The projectile 18 is fired by a chain of firing processes. "First of all, by pulling the trigger lever 32 of the trigger 30, a firing pin is unlocked in the trigger mechanism 34 so that the firing pin hits the firing cap 72 at high speed and thereby ignites the firing cap 72. The detonator coating ignites the explosive coating in the ignition transmission hose 57, as a result of which a shock wave propagates at high speed through the ignition line 56 from the mechanism 34 to be triggered in the direction of the booster 54. However, the shock wave alone is not sufficient for the booster charge, the additional charge 50 or the To ignite propellant charge 46, 48 directly with great reliability, so that the shock wave entering the booster 54 first ignites the transfer charge 64, which in turn ignites the actual booster charge 58. Since the booster housing 60 has good insulation properties After the booster charge 58 has been ignited, the reaction products, that is to say hot particles and hot gases, are expelled essentially radially outward through the radial openings 70.

When the reaction products emerge in the exclusively radial direction, the charge 50 is ignited and in any case no radial impulse is brought about on the booster housing 60, so that the booster housing 60 remains in the propellant charge cartridge 20 via the fastening bushing 61. The front and rear propellant charges 46, 48 are ignited by the escaping reaction products of the auxiliary charge 50 that is now to be ignited, which cause a strong explosion. As a result of the explosion, the countermass 22 is driven backwards and the projectile 18 out of the launch tube 16. The cardboard cartridge housing 38 is destroyed, the cartridge front wall 40 in is driven out of the launch tube 16 in each case following the projectile 18. The front wall 40 drags the booster 54 glued to it via the fastening bushing 61 and thereby pulls the booster 54 forward out of the launch tube 16. This ensures that the booster 54 cannot emerge from the rear of the launch tube 16, where it would constitute a dangerous projectile. This measure ensures a back tube safety of 40 meters.

The ignition delay times of the ignition described via the non-electrical ignition line 56 are uniform and sufficiently short. The following interior ballistic parameters are also satisfactory, as tests have shown.

Claims

claims

1. cartridge with a launch tube (16) open on both sides, in which a projectile (18) and a propellant charge cartridge (20) containing a propellant charge (46, 48) are arranged,

characterized,

that a non-electrical ignition line (56) connected to the propellant charge cartridge (20) is provided for igniting the propellant charge (46, 48), and

that the ignition line (56) is led out of the launch tube (16) at one end of the launch tube (16).

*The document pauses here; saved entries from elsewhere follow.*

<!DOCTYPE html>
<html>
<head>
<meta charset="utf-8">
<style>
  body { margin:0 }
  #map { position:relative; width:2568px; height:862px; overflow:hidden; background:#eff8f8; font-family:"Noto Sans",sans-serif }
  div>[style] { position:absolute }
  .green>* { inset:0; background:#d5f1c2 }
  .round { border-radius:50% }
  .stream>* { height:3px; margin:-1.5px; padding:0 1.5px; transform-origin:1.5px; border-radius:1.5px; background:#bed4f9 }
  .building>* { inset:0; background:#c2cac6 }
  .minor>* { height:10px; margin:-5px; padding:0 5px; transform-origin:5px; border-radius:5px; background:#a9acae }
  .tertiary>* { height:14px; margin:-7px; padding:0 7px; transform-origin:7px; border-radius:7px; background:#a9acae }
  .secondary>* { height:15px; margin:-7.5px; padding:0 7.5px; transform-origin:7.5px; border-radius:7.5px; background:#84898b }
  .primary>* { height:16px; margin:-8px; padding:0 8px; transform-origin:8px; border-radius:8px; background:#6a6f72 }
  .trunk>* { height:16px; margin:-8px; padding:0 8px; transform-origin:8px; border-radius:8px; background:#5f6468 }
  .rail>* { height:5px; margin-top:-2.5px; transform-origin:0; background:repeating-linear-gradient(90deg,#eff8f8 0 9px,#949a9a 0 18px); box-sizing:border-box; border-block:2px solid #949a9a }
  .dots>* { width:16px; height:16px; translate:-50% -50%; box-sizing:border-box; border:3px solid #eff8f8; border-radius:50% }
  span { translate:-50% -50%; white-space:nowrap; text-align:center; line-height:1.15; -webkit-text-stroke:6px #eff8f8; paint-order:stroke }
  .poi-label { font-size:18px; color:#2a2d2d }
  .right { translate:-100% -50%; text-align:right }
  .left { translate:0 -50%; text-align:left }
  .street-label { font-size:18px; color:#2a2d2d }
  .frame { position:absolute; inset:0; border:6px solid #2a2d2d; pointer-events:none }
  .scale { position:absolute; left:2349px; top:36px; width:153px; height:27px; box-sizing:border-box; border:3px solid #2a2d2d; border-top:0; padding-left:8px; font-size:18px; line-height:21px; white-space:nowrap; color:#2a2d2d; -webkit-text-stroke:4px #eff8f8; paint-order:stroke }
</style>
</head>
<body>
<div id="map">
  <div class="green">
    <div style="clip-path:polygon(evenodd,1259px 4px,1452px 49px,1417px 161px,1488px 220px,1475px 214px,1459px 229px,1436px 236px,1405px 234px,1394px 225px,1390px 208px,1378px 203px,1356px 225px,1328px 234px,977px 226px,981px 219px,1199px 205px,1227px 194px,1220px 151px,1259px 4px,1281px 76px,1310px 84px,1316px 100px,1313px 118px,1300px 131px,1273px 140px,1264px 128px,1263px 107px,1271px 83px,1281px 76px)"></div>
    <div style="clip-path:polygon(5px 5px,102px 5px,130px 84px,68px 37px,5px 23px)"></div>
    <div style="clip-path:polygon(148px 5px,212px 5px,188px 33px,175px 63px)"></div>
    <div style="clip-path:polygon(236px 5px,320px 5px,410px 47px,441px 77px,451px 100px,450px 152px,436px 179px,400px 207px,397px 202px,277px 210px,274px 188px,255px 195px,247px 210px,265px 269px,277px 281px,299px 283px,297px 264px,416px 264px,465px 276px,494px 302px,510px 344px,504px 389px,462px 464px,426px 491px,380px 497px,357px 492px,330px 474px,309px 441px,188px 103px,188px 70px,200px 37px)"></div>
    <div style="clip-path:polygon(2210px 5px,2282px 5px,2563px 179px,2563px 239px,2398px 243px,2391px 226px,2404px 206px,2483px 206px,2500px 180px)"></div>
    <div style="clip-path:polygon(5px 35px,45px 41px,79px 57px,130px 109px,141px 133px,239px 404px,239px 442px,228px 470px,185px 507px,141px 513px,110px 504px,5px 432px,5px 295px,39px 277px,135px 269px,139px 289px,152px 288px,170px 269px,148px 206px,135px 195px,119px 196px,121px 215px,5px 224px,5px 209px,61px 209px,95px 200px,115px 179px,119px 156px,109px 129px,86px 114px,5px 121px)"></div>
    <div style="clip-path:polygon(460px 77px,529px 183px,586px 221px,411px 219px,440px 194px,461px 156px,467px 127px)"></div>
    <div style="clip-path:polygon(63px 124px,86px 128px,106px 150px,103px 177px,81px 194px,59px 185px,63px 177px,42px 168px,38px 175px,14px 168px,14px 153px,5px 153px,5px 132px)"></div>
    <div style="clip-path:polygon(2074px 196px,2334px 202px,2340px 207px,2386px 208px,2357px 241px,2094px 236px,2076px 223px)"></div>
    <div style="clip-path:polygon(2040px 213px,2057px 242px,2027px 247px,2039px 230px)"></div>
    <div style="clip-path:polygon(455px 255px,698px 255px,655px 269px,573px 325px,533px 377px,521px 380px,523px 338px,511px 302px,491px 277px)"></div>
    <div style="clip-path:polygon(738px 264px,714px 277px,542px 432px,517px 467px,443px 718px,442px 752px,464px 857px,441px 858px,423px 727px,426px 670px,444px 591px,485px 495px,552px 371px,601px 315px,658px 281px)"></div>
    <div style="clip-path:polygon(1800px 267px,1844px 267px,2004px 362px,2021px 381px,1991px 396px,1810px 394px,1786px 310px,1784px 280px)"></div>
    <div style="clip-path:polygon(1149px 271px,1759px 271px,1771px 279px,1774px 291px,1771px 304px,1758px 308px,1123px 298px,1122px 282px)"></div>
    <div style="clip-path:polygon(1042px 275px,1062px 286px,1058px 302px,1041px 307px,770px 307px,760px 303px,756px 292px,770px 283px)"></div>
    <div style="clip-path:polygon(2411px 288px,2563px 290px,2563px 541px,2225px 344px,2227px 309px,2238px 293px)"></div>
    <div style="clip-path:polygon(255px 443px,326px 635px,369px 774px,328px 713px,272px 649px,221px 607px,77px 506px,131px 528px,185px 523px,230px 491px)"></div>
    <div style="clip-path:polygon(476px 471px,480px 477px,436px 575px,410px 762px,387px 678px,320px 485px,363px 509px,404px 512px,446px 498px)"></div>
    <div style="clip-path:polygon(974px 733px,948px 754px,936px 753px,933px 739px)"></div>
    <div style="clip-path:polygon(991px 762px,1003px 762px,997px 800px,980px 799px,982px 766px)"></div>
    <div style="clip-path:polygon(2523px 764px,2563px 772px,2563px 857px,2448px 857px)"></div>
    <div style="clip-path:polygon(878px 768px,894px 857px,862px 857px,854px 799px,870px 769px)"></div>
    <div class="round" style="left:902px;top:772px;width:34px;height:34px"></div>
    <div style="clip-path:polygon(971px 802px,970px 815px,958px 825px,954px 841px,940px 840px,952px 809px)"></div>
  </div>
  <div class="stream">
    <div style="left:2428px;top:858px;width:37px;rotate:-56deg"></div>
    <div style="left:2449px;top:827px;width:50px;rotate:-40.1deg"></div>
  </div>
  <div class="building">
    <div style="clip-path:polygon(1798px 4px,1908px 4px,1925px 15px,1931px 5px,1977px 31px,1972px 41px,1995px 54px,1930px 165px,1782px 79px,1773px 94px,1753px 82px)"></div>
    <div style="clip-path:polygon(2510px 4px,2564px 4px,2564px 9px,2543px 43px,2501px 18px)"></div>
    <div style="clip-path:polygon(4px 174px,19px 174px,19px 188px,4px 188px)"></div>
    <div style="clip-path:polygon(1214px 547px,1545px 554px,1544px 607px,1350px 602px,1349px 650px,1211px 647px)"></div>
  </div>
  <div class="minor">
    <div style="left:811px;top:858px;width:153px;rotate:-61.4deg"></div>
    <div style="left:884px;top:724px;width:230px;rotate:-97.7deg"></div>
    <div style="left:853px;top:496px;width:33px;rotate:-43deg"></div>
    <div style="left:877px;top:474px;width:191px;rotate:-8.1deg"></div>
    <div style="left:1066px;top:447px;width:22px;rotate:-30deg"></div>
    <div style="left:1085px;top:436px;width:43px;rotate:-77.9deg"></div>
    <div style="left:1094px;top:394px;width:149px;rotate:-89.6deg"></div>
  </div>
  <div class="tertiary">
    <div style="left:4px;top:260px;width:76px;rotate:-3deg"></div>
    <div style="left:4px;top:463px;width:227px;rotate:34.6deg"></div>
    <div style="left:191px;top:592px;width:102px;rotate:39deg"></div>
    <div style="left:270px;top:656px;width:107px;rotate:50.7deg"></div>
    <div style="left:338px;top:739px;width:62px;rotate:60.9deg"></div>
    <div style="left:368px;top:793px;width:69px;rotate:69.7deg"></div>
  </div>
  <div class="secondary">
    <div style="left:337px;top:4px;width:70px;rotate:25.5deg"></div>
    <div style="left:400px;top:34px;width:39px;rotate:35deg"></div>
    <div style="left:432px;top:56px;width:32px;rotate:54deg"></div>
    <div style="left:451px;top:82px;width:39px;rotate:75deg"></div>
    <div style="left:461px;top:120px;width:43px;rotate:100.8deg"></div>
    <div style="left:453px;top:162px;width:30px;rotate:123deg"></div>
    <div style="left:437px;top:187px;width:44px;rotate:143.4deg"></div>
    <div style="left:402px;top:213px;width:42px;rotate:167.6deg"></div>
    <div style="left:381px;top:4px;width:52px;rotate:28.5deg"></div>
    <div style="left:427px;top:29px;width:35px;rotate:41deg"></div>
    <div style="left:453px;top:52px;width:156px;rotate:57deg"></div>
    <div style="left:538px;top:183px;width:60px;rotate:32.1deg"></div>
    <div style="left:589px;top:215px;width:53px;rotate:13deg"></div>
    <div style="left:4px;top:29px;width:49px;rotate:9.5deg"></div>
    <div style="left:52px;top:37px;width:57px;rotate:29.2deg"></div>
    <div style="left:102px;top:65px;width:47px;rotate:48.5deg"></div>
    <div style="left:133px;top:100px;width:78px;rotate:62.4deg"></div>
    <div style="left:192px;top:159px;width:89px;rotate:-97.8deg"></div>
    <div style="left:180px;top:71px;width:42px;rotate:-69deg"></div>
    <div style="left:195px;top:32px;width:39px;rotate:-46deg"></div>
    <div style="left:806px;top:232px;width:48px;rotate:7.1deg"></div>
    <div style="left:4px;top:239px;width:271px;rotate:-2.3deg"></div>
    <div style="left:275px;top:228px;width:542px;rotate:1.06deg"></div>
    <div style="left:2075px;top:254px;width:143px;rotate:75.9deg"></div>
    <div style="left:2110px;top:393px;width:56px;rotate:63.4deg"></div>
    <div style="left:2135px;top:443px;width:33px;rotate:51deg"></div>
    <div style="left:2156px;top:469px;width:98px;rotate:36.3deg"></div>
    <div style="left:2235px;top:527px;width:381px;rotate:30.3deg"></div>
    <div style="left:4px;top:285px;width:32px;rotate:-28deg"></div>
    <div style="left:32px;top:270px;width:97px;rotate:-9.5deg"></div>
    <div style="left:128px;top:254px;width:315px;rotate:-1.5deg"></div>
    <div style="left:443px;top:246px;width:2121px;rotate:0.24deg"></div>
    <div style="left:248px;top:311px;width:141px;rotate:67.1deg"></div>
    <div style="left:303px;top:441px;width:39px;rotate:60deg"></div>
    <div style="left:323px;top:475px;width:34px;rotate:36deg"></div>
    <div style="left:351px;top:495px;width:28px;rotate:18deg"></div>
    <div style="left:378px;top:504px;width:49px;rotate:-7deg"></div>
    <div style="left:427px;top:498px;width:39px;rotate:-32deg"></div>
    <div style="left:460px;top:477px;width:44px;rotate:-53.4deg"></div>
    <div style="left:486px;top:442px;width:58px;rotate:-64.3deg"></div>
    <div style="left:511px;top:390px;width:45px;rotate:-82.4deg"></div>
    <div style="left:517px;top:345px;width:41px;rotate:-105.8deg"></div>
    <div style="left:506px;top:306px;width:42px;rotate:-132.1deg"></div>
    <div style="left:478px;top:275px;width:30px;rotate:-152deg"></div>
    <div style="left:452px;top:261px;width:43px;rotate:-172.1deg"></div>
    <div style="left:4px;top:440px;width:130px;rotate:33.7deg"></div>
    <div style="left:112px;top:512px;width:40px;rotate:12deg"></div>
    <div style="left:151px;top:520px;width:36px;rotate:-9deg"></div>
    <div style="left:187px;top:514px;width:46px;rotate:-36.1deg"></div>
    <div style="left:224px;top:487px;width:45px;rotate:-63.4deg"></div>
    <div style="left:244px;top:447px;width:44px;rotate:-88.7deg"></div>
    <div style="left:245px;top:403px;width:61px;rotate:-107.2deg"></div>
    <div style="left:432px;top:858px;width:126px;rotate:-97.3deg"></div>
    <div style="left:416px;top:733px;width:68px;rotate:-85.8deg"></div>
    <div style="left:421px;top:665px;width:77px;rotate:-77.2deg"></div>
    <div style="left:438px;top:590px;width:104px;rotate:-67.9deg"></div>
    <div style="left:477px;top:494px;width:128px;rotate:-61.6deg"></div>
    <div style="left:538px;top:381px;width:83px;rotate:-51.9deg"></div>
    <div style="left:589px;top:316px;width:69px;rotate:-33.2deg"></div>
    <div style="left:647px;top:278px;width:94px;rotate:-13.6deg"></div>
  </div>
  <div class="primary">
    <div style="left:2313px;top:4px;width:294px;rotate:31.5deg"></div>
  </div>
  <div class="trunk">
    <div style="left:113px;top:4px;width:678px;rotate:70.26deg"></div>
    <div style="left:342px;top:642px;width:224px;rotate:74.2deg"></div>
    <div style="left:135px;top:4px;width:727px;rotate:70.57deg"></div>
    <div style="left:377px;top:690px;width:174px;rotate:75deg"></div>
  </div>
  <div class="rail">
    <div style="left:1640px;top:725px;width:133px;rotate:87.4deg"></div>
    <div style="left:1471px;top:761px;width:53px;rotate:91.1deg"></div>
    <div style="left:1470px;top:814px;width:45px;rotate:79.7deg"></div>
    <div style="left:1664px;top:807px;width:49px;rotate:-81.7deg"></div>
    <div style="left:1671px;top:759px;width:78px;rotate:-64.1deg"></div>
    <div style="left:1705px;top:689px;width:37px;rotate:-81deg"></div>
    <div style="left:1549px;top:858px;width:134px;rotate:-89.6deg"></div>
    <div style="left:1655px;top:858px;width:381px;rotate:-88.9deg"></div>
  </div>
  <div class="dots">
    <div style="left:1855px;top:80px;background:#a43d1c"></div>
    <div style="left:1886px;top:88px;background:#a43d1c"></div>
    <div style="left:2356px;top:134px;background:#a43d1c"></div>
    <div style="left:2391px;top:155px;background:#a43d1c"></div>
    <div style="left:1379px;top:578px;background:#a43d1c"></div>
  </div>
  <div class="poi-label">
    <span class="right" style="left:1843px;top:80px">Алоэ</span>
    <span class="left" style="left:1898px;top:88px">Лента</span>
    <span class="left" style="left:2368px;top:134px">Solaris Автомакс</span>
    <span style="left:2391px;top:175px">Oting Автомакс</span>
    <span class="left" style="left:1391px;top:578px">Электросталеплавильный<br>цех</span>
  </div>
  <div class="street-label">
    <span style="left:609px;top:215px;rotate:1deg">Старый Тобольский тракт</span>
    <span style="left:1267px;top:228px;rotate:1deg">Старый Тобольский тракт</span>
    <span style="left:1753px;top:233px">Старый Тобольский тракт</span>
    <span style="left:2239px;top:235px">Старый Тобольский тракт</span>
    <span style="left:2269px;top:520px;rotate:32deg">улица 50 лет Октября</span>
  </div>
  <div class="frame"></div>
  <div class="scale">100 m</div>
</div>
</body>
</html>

2. Cartridge according to claim 1, characterized in that the ignition line (56) is a pyrotechnic ignition line.

3. Cartridge according to claim 2, characterized in that the ignition line (56) is an ignition transmission hose (57) which has an explosive coating on the inside.

4. Cartridge according to one of claims 1-3, characterized in that a booster (54) for igniting the propellant charge (46, 48) is arranged in the propellant charge cartridge (20) and the ignition line (56) opens into the booster (54) ,

5. Cartridge according to claim 4, characterized in that the booster (54) contains a booster charge (58) in a cylindrical booster housing (60) which has radial openings (70) in the region of the booster charge (58).

6. Cartridge according to claim 4 or 5, characterized in that the booster (54) is fixedly connected to the projectile end of the propellant charge cartridge (20).

7. Cartridge according to one of claims 1-6, characterized in that the launch tube (16) is free of radial openings.

8. Cartridge according to one of claims 1-7, characterized in that the ignition line (56) is led out of the rear opening of the launch tube (16) facing away from the projectile (18).